WHAT YOU HAVE TO DO: Locate the lines of the listing below that hold "boxes", then copy each of them.

*** LISTED RECORDS ***

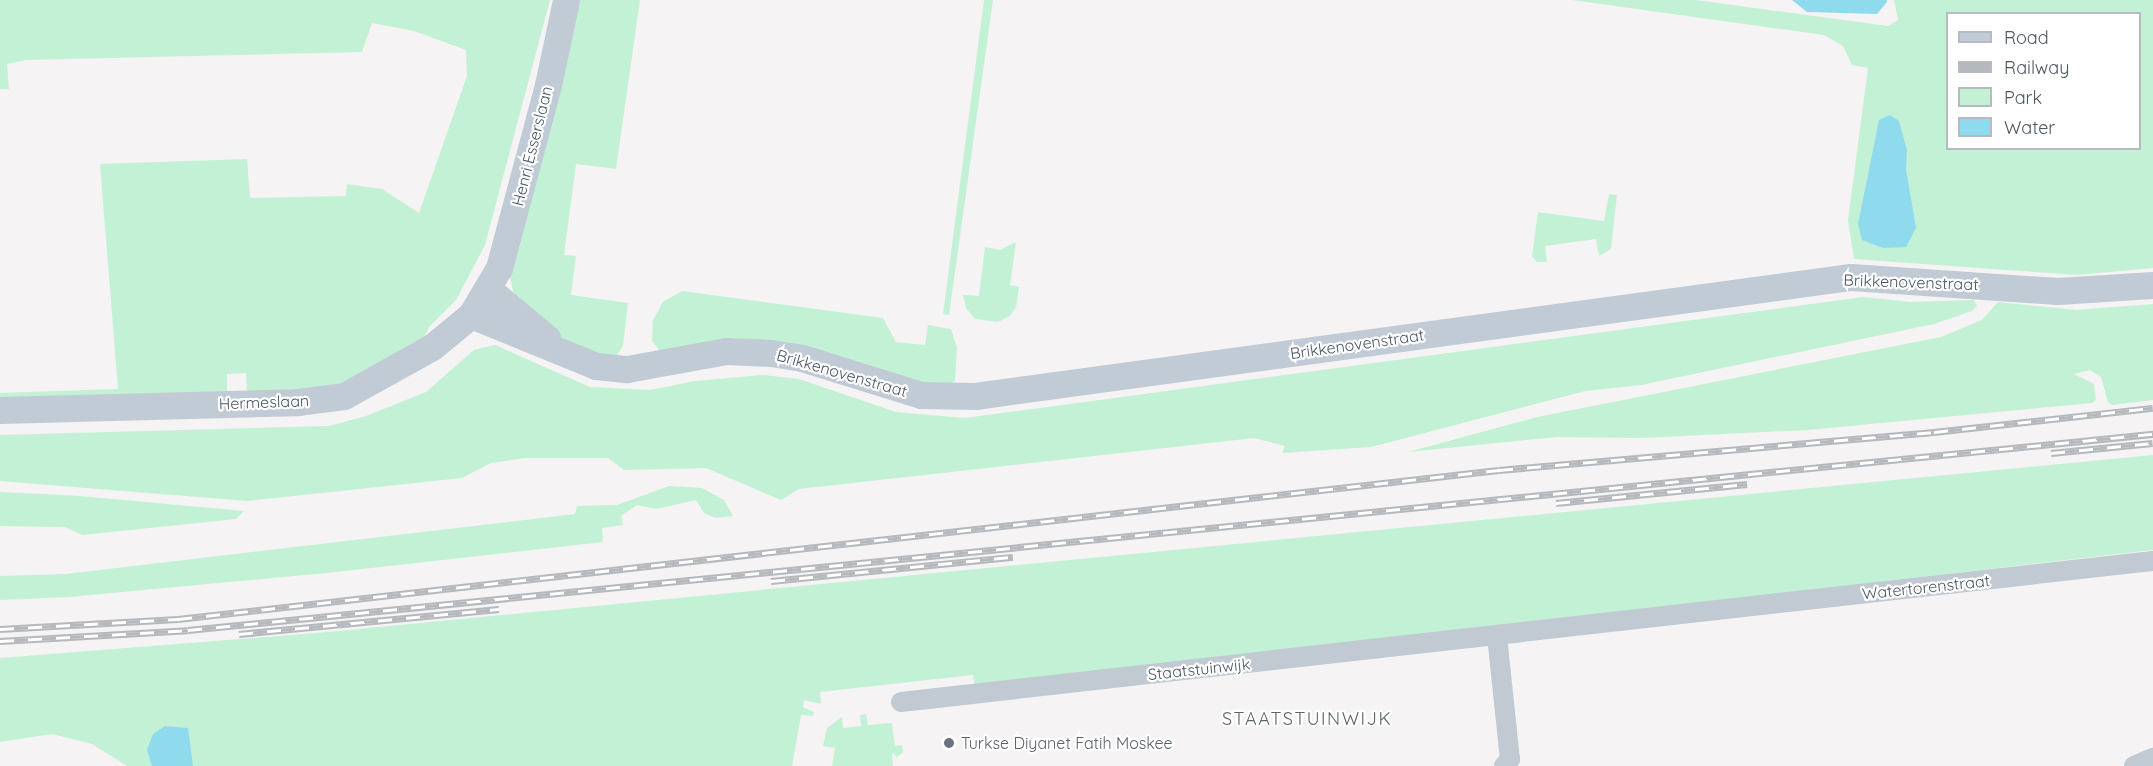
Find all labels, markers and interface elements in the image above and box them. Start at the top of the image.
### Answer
legend [1946,12,2141,150]
text: Road [2004,26,2049,49]
text: Railway [2004,56,2070,79]
street label: Henri Esserslaan [508,84,556,208]
text: Park [2004,86,2042,109]
text: Water [2004,116,2055,139]
street label: Brikkenovenstraat [1843,270,1979,294]
street label: Brikkenovenstraat [1289,325,1425,363]
street label: Brikkenovenstraat [774,345,910,401]
street label: Hermeslaan [219,391,309,413]
street label: Watertorenstraat [1861,571,1991,603]
street label: Staatstuinwijk [1147,654,1251,684]
district label: STAATSTUINWIJK [1222,708,1392,730]
place label: Turkse Diyanet Fatih Moskee [961,733,1173,753]
marker: Turkse Diyanet Fatih Moskee [942,736,956,750]

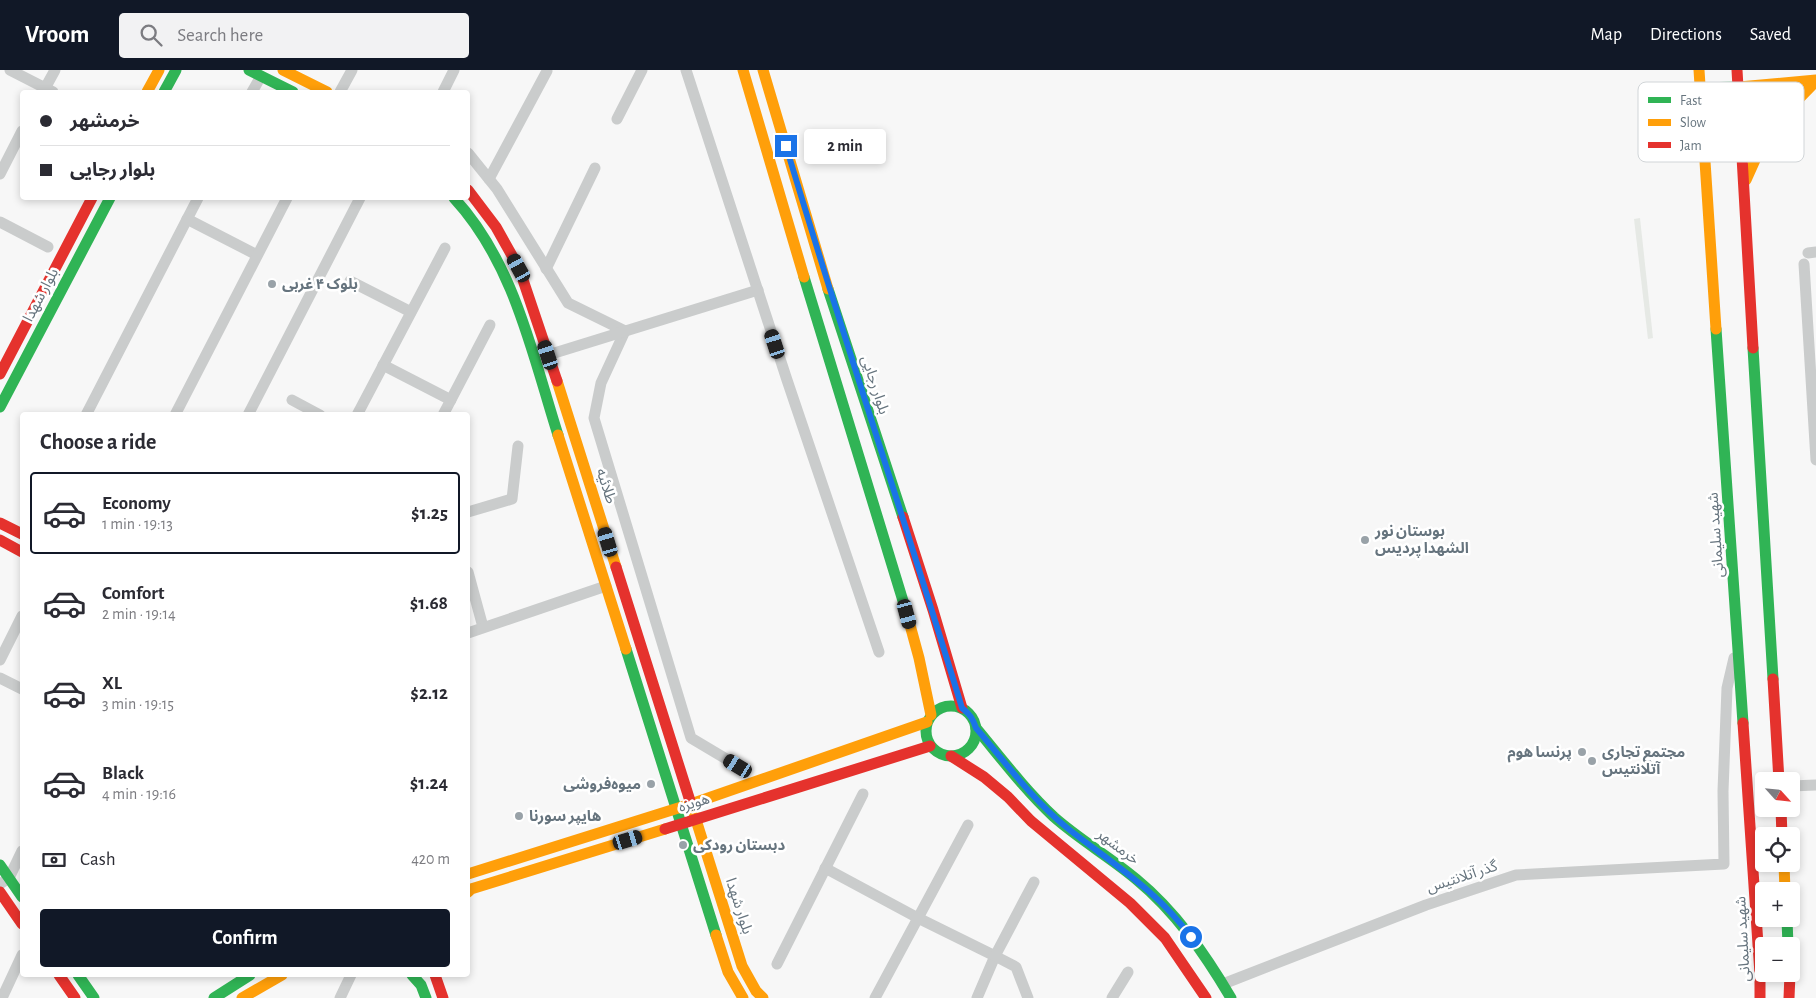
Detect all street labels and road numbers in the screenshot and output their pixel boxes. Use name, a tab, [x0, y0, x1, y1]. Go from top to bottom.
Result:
street label: بلوار شهدا	[21, 266, 62, 325]
street label: بلوار رجایی	[858, 354, 892, 417]
street label: طلائیه	[593, 467, 619, 505]
street label: شهید سلیمانی	[1706, 492, 1727, 578]
street label: هویزه	[677, 791, 712, 816]
street label: خرمشهر	[1093, 826, 1142, 868]
street label: گذر آتلانتیس	[1424, 857, 1500, 896]
street label: بلوار شهدا	[722, 876, 755, 936]
street label: شهید سلیمانی	[1733, 896, 1754, 982]

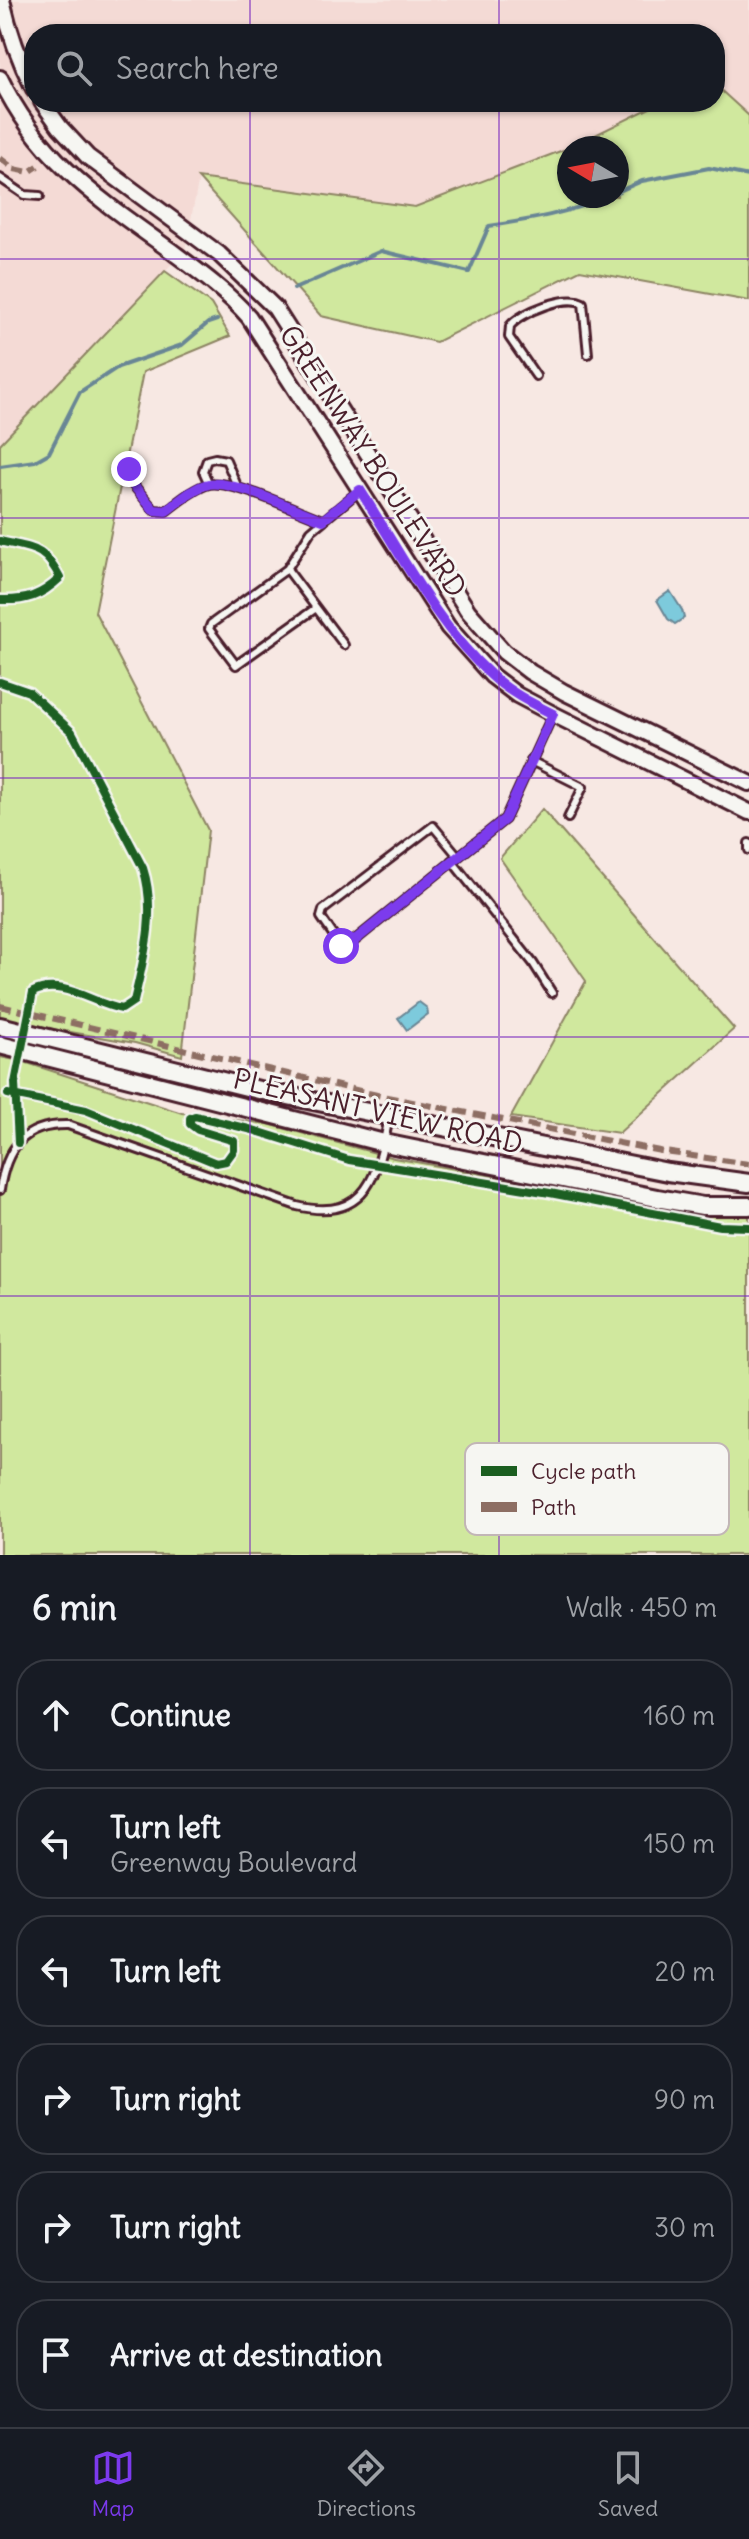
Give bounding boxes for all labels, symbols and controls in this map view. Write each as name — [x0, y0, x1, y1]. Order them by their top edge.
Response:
search box — [24, 24, 725, 112]
icon: search — [52, 46, 96, 90]
text: Search here — [116, 49, 279, 87]
north arrow — [557, 136, 629, 208]
street label: GREENWAY BOULEVARD — [272, 318, 474, 604]
route end — [111, 451, 147, 487]
route start — [323, 928, 359, 964]
street label: PLEASANT VIEW ROAD — [230, 1060, 526, 1162]
legend — [465, 1443, 729, 1535]
text: Cycle path — [531, 1457, 636, 1485]
text: Path — [531, 1493, 576, 1521]
text: 6 min — [32, 1586, 117, 1629]
text: Walk · 450 m — [566, 1591, 717, 1624]
icon: ahead — [34, 1693, 78, 1737]
text: Continue — [110, 1696, 231, 1734]
text: 160 m — [644, 1699, 715, 1732]
text: Turn left — [110, 1808, 221, 1846]
icon: left — [34, 1821, 78, 1865]
text: 150 m — [644, 1827, 715, 1860]
text: Greenway Boulevard — [110, 1846, 357, 1879]
icon: left — [34, 1949, 78, 1993]
text: Turn left — [110, 1952, 221, 1990]
text: 20 m — [655, 1955, 715, 1988]
icon: right — [34, 2077, 78, 2121]
text: Turn right — [110, 2080, 241, 2118]
text: 90 m — [654, 2083, 715, 2116]
icon: right — [34, 2205, 78, 2249]
text: Turn right — [110, 2208, 241, 2246]
text: 30 m — [654, 2211, 715, 2244]
icon: arrive — [34, 2333, 78, 2377]
text: Arrive at destination — [110, 2336, 382, 2374]
tab: Map — [91, 2446, 135, 2522]
tab: Directions — [317, 2446, 416, 2522]
tab: Saved — [598, 2446, 658, 2522]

*** End of LISTED RECORDS ***

FINAL ANSWER:
Detect all street labels and road numbers in the screenshot and output their pixel boxes. Use name, a tab, [x0, y0, x1, y1]. Go from top to bottom.
Give bounding boxes for all labels, symbols and controls in this map view. Write each as name — [x0, y0, x1, y1]. Order them by their top edge.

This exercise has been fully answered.